What to Expect

In general, a testing battery is completed within one or two sessions, but number of sessions can vary based on the nature and pace of testing. The process includes 4 phases:

Preparation: bring documentation about you or your child’s academic, psychological and social history (ie, copies of prior testing, report cards, IEPs, comments by teachers, employers, tutors or professionals, etc).

The Intake: background is obtained that includes family, academic, social and medical histories. Typically, the intake requires 60 to 90 minutes and is followed by test administration.

Testing Administration: Administration may involve several paper and pencil tests, computerized tests, questionnaires or self-reports. This part of the process requires several hours of testing, but frequent breaks are offered to meet your comfort level.

Feedback: Patients are invited to participate in a feedback session which lasts about 60 minutes.
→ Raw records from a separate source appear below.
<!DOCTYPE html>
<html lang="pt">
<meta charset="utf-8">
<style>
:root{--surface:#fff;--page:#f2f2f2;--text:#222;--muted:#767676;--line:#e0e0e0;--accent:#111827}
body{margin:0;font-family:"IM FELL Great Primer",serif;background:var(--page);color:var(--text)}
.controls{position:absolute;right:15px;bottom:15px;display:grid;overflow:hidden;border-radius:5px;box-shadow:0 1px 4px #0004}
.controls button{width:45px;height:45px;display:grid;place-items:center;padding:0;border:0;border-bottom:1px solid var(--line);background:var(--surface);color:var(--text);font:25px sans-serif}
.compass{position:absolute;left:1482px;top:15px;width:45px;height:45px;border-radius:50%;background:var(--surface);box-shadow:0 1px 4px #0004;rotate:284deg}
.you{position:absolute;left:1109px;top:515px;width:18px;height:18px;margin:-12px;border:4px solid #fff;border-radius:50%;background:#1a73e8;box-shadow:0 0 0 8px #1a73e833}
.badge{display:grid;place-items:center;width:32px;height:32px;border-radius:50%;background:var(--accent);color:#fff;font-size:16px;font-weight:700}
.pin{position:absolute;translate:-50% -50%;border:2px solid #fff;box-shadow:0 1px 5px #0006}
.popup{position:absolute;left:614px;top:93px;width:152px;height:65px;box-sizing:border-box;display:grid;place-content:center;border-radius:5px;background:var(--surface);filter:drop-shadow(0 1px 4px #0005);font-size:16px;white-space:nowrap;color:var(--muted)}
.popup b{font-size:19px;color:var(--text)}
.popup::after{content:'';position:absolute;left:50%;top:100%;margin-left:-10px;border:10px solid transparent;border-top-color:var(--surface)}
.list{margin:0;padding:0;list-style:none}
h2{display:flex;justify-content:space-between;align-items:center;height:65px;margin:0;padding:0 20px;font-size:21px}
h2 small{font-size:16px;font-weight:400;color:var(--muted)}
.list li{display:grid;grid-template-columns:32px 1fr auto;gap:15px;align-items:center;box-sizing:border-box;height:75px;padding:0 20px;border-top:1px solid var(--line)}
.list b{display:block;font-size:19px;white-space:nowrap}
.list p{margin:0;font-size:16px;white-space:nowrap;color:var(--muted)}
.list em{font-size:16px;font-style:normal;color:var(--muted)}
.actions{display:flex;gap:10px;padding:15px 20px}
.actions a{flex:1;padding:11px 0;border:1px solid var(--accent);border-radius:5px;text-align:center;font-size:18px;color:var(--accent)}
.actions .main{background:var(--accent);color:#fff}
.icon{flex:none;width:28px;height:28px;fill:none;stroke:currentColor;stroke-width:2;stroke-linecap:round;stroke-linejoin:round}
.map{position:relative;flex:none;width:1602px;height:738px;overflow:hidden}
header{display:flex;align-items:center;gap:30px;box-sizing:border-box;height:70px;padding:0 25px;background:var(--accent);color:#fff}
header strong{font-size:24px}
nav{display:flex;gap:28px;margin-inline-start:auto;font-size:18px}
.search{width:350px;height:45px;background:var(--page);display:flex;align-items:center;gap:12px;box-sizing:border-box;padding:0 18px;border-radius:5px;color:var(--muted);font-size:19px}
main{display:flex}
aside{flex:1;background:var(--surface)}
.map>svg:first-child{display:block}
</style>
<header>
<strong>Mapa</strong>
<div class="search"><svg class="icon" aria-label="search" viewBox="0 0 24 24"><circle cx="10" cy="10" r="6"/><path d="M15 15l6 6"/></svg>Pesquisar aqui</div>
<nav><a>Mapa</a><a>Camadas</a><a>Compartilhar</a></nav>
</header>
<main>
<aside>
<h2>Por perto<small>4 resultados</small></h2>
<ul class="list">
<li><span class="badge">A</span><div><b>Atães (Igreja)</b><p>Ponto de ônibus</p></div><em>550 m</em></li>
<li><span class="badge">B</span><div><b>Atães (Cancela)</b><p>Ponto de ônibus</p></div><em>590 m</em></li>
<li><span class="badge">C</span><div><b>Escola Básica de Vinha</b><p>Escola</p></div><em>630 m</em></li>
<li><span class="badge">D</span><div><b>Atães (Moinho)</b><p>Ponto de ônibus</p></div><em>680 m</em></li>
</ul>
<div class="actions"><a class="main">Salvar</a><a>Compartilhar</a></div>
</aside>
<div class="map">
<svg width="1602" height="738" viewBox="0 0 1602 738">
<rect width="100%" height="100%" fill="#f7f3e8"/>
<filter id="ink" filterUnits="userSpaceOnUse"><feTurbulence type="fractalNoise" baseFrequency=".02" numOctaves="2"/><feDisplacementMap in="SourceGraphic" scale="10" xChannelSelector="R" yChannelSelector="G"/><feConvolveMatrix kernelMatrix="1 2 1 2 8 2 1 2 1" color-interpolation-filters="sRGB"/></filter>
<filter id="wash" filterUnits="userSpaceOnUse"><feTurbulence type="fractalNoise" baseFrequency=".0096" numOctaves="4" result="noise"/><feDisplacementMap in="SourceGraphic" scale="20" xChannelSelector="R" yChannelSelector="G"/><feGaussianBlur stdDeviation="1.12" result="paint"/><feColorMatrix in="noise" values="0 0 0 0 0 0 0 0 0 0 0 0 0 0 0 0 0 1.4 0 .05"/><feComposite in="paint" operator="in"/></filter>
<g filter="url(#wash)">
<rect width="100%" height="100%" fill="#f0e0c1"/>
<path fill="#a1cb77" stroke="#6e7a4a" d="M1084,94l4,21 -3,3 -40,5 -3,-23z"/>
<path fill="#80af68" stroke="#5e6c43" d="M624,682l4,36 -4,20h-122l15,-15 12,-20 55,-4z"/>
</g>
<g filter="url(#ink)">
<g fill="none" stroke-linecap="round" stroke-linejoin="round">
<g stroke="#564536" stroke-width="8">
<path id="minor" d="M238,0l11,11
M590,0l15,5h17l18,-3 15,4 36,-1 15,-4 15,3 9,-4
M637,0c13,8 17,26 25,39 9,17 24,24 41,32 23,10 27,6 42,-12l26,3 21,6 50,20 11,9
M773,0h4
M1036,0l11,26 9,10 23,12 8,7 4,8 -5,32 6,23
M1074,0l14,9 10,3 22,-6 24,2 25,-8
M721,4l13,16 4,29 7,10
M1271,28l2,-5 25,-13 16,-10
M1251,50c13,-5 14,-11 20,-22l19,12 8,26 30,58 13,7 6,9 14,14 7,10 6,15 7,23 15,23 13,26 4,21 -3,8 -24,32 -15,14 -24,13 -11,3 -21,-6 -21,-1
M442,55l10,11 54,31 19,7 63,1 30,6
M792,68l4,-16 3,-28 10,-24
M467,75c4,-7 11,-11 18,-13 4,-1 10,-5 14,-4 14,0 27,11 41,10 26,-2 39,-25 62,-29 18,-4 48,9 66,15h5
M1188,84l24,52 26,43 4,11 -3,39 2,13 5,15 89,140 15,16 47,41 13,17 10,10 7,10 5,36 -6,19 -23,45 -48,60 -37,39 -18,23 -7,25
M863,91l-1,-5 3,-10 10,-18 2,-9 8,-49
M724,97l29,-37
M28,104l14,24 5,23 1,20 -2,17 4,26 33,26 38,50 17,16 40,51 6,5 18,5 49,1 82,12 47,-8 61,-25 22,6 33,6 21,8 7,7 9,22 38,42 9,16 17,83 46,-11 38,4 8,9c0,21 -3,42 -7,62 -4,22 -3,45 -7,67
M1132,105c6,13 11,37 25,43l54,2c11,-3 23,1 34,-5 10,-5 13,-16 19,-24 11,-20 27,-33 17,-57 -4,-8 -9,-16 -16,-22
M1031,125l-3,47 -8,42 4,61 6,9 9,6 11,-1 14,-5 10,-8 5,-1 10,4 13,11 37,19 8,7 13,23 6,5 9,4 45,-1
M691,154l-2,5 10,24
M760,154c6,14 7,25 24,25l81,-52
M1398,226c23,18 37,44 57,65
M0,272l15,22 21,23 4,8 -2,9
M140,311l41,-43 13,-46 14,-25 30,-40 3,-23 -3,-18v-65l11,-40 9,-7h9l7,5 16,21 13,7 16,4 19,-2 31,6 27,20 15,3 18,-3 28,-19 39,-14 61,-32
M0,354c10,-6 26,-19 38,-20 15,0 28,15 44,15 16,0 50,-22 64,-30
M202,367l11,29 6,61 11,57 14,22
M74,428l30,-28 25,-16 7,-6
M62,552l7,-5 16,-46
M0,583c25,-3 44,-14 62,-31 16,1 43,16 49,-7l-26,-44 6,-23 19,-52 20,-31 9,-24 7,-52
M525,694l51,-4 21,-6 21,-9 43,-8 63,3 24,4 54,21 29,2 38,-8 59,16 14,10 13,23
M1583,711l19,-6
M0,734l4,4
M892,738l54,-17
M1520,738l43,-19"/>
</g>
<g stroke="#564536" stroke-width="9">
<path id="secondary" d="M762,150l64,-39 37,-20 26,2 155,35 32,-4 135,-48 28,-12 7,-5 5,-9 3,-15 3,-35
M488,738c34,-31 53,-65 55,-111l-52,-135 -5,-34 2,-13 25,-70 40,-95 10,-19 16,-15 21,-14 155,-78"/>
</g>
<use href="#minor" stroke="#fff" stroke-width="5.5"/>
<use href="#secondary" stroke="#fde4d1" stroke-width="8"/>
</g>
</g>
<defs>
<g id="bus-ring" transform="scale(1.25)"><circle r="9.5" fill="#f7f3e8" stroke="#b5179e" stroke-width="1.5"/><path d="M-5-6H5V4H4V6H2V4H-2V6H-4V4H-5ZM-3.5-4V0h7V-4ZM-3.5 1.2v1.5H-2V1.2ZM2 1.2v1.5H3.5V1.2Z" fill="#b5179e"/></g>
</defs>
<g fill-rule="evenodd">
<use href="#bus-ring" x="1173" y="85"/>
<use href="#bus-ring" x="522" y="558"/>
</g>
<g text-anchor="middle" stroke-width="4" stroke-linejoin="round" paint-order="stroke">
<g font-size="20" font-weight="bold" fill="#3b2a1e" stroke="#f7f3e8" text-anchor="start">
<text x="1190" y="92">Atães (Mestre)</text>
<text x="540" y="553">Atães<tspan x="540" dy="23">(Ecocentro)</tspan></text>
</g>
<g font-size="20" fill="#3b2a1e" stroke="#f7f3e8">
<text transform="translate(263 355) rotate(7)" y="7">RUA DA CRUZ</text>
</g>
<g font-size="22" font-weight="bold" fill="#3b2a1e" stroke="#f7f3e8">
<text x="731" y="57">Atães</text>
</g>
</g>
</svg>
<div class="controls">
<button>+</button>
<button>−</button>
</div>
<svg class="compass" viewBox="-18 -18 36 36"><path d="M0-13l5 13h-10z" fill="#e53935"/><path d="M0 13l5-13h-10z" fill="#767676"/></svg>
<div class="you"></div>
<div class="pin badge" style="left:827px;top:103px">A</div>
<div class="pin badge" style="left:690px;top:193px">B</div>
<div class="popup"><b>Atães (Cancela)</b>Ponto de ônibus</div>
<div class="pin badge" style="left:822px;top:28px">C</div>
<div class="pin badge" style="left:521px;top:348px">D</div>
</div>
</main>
This is when diagnosis and recommended interventions are discussed with the parent or patient.


Used to evaluate developmental history, memory, academic achievement, cognitive development, auditory and visual abilities, as well as emotional, behavioral and social development. This process is useful for assessing the presence of a reading, language, writing or math disorder, etc.

Attention Deficit/Hyper Activity (AD/HD)

See our AD/HD page

Executive Functioning

Is involved in controlling behavior and readying a person for situations. Testing may be called for when a child or adult demonstrates noticeable weaknesses in planning, organization, study skills, self-monitoring and has difficulty responding to changing or new situations.

Emotional and Behavior Problems

Sometimes it is difficult to distinguish whether a person’s behavior is due to emotional difficulties or cognitive impairment. Testing can help diagnose this problem and recommended interventions are provided.

Non-verbal Learning Disorders

Typically these children are physically awkward, exercise poor social judgment and have weak abstract reasoning skills, but may show excellent memory, and possess a great vocabulary.


Testing services (GRE, SAT, LSAT, etc.) are required by law to provide reasonable accommodations to test takers with disabilities. The requirements for applying for extended time and other accommodations on these exams are extensive and can be time consuming. But isn’t your future worth it?

If you think you may be eligible for extended time, you must know the requirements and gather the appropriate materials within the given time period. Testing is my primary role in the process and is central to obtaining extended time, but it is not enough. Historical documentation is also crucial and should be obtained as early in the process as possible. It is your responsibility to get this to me in a timely manner. Be advised that there is no guarantee the testing will result in a diagnosis of having a learning disability and result in extended time or other accommodations.

What do I need to do to request Accommodations Testing?

When requesting accomodations testing, we will need school records, letters from doctors, teachers, school officials, even relatives and parents, attesting to your learning problems. Additionaly, you will be asked to provide a written statement discussing the academic/learning problems you have experienced. This statement should include: past struggles; whether you received any informal accommodations from teachers (like extra time on tests or allowed to use an electronic device); whether you got help with homework (parent, tutor, relative) as well as your medical and developmental (childhood) history. My report will more likely be successful if there is a well-documented history of your disability.